Only the number is wanted: how many lines below include "lists"?

====== DATA IN THIS EXERCISE

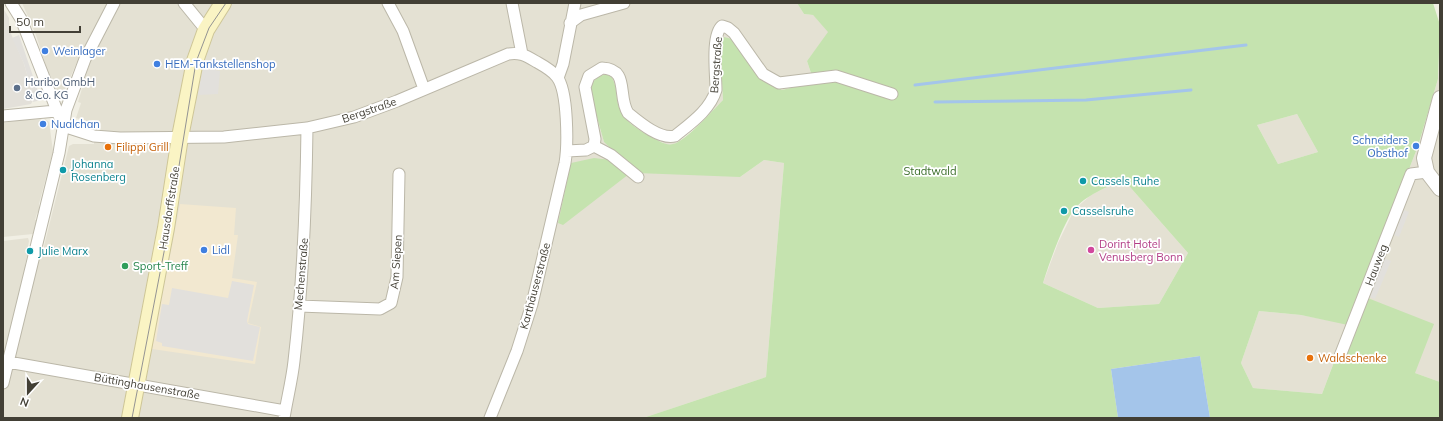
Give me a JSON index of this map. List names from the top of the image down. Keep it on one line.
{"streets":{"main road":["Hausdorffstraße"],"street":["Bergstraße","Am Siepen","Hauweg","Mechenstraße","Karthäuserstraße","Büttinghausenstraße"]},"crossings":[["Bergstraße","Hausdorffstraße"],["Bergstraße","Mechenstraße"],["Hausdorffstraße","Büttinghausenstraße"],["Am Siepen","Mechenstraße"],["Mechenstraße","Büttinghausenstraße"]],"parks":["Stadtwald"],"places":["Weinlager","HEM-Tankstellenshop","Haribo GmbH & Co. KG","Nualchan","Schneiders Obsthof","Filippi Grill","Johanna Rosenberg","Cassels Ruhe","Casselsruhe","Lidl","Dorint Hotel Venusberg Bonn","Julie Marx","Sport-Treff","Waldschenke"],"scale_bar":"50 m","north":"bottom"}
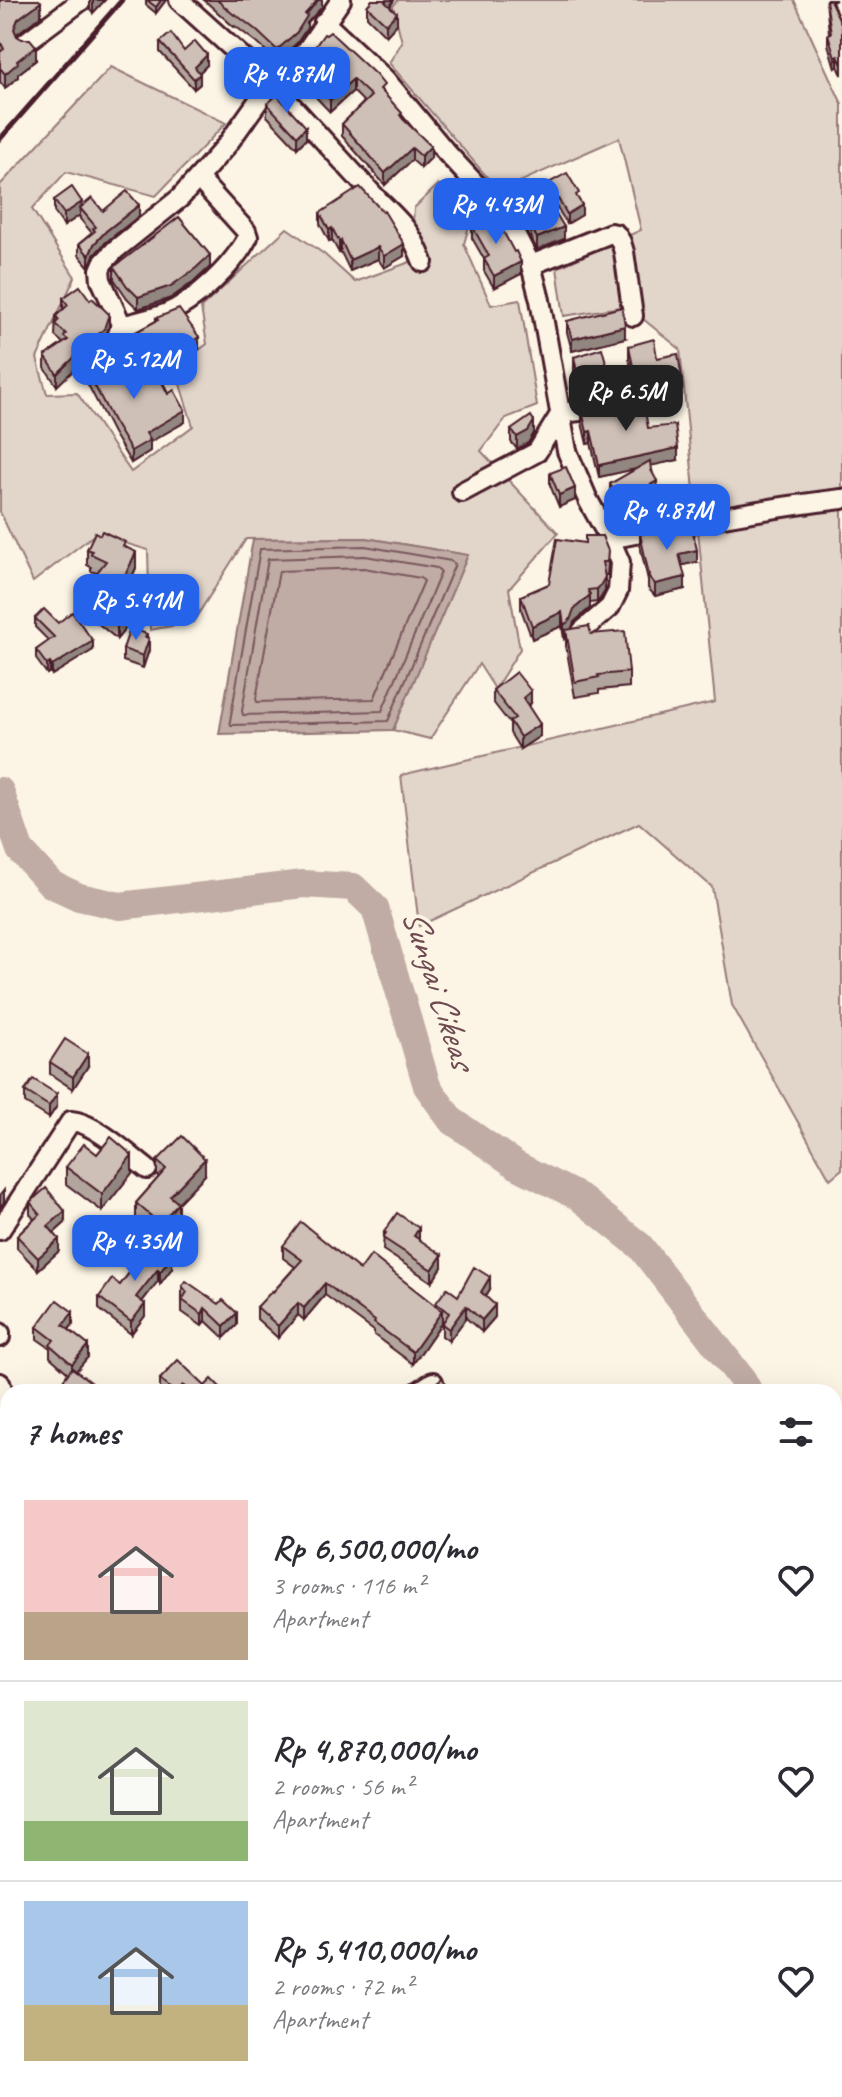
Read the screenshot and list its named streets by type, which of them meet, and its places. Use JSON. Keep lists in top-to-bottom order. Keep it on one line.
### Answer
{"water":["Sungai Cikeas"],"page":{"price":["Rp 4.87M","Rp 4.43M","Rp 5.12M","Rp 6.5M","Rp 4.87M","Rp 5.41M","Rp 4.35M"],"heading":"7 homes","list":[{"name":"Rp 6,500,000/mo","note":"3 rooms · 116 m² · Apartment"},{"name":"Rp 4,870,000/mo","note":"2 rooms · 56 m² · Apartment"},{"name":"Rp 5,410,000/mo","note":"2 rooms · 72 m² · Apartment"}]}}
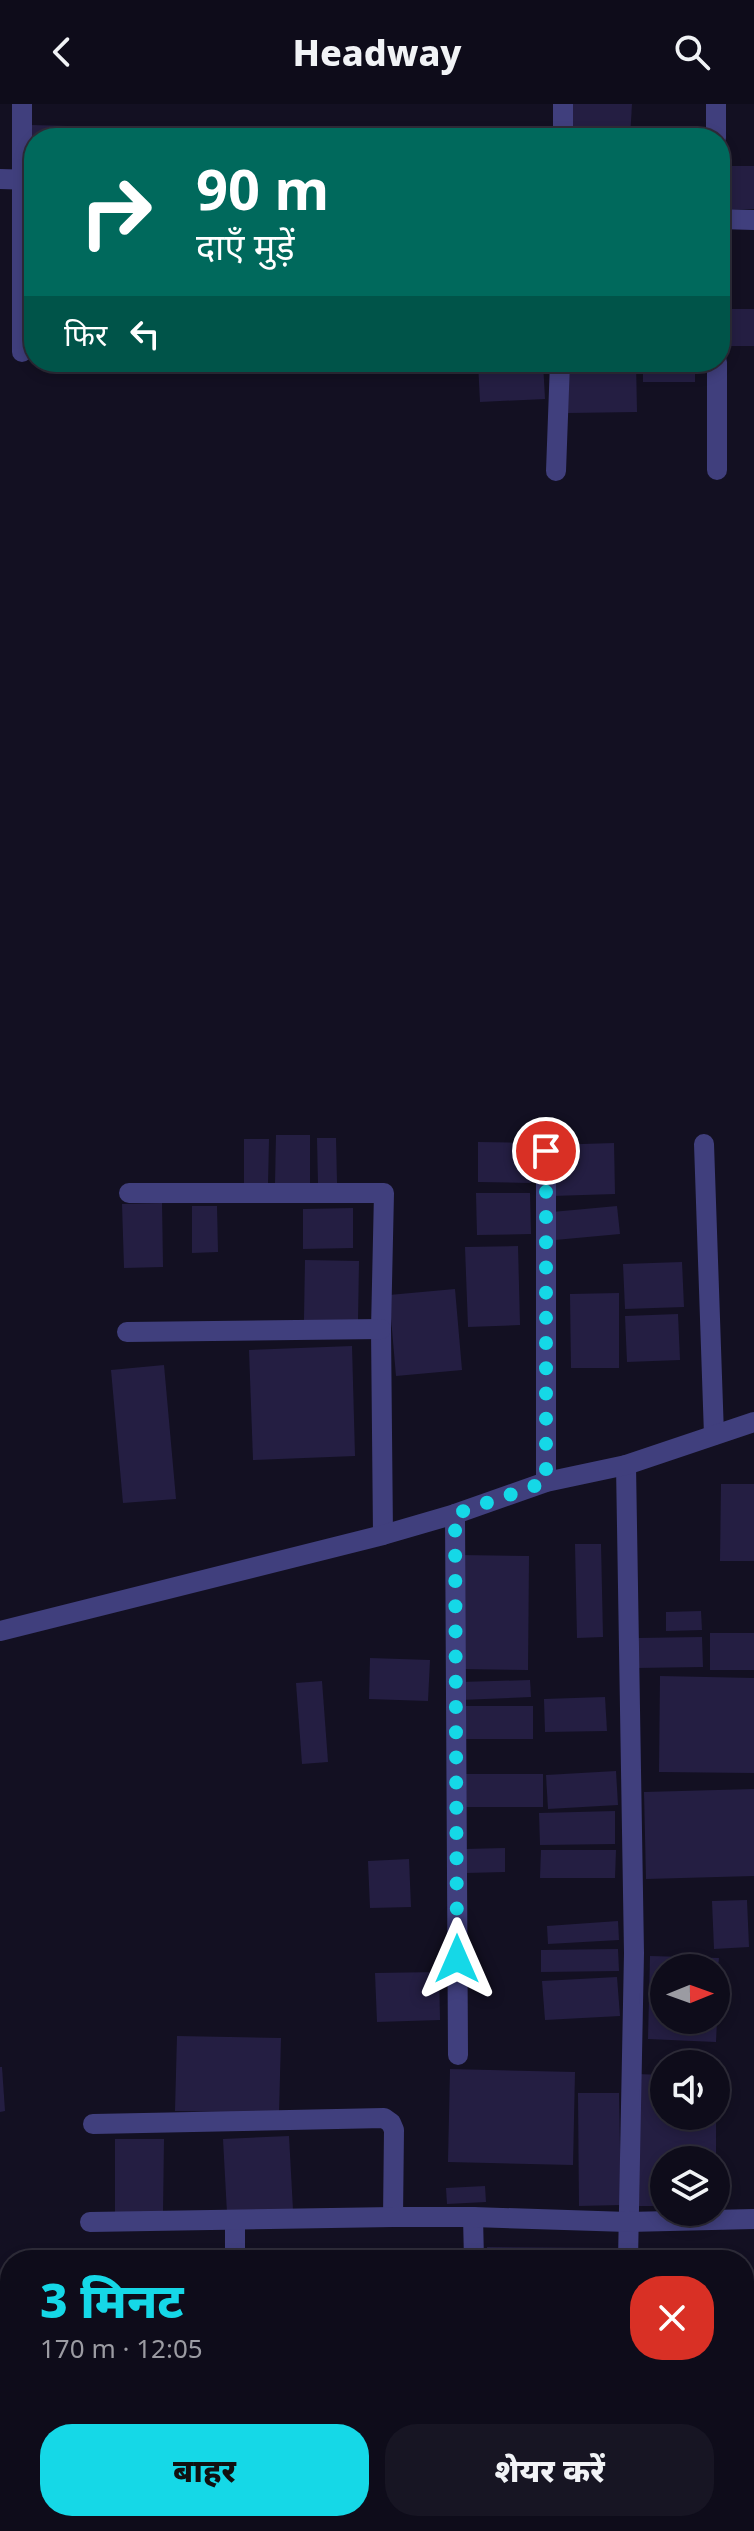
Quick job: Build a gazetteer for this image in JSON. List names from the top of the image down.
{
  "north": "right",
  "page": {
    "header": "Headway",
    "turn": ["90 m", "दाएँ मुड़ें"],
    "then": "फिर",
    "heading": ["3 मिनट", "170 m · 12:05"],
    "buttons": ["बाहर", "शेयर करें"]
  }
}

============
====== DATA IN THIS EXERCISE

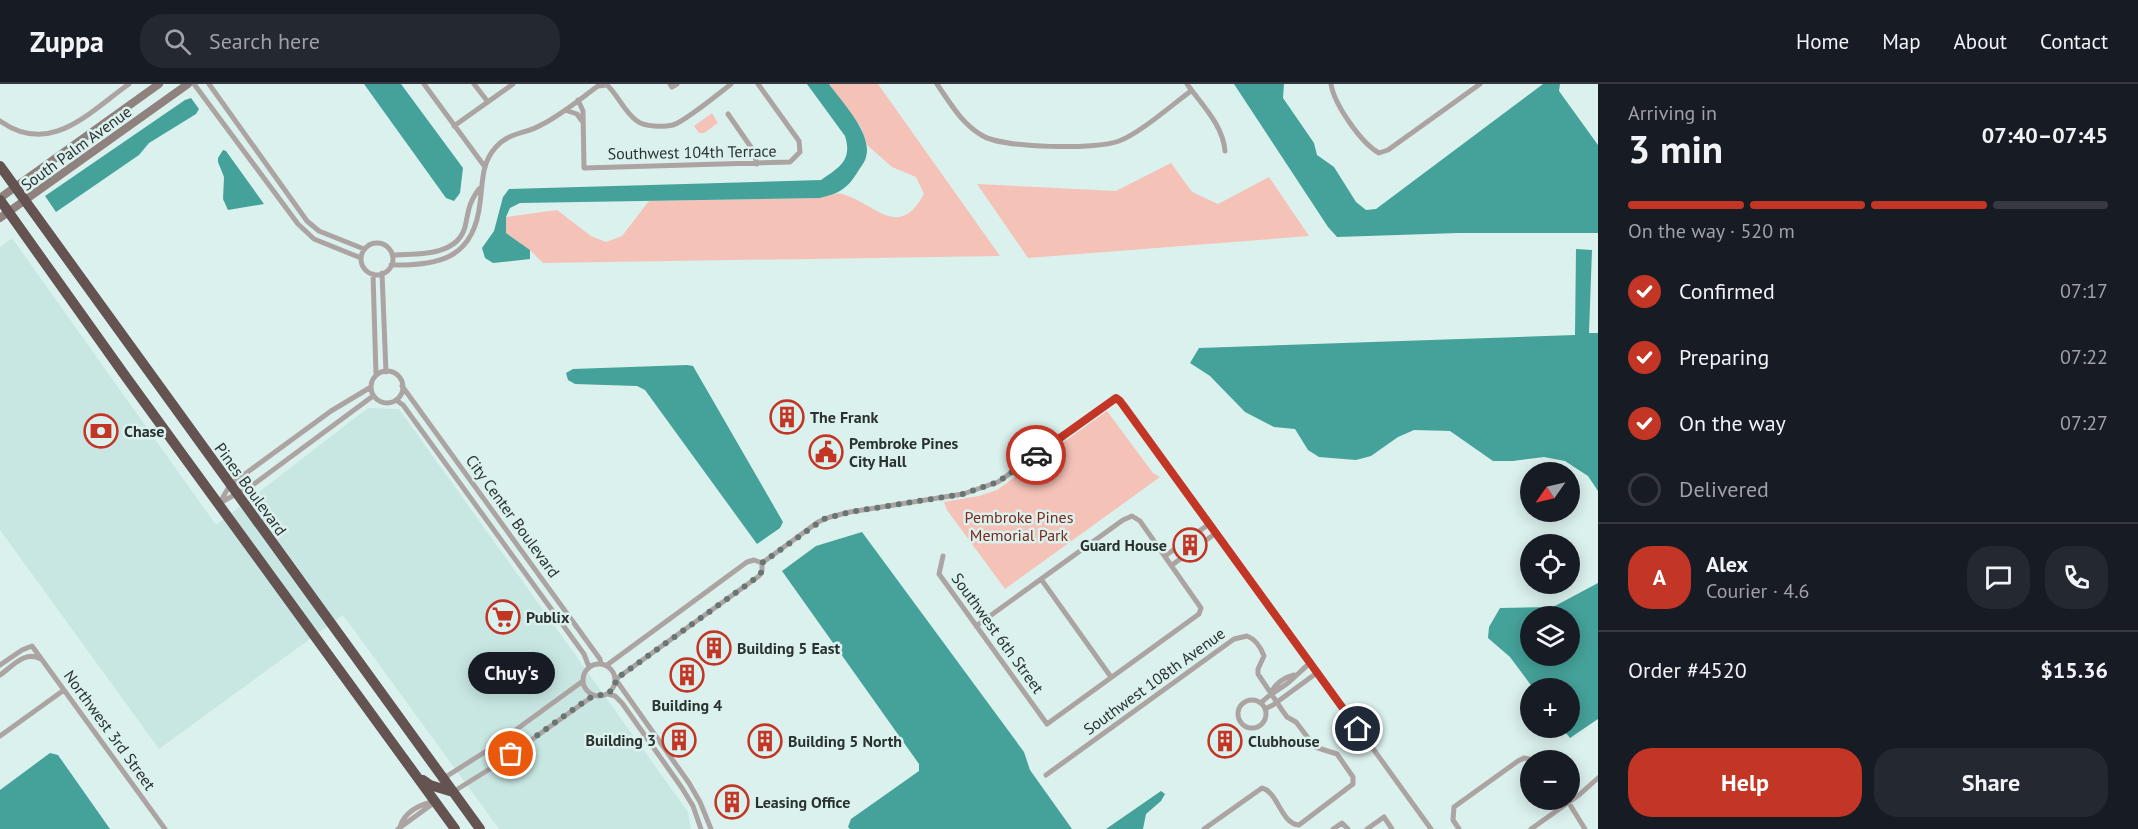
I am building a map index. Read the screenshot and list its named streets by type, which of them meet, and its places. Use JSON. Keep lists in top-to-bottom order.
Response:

============

▶ [EXERCISE SOLUTION] 2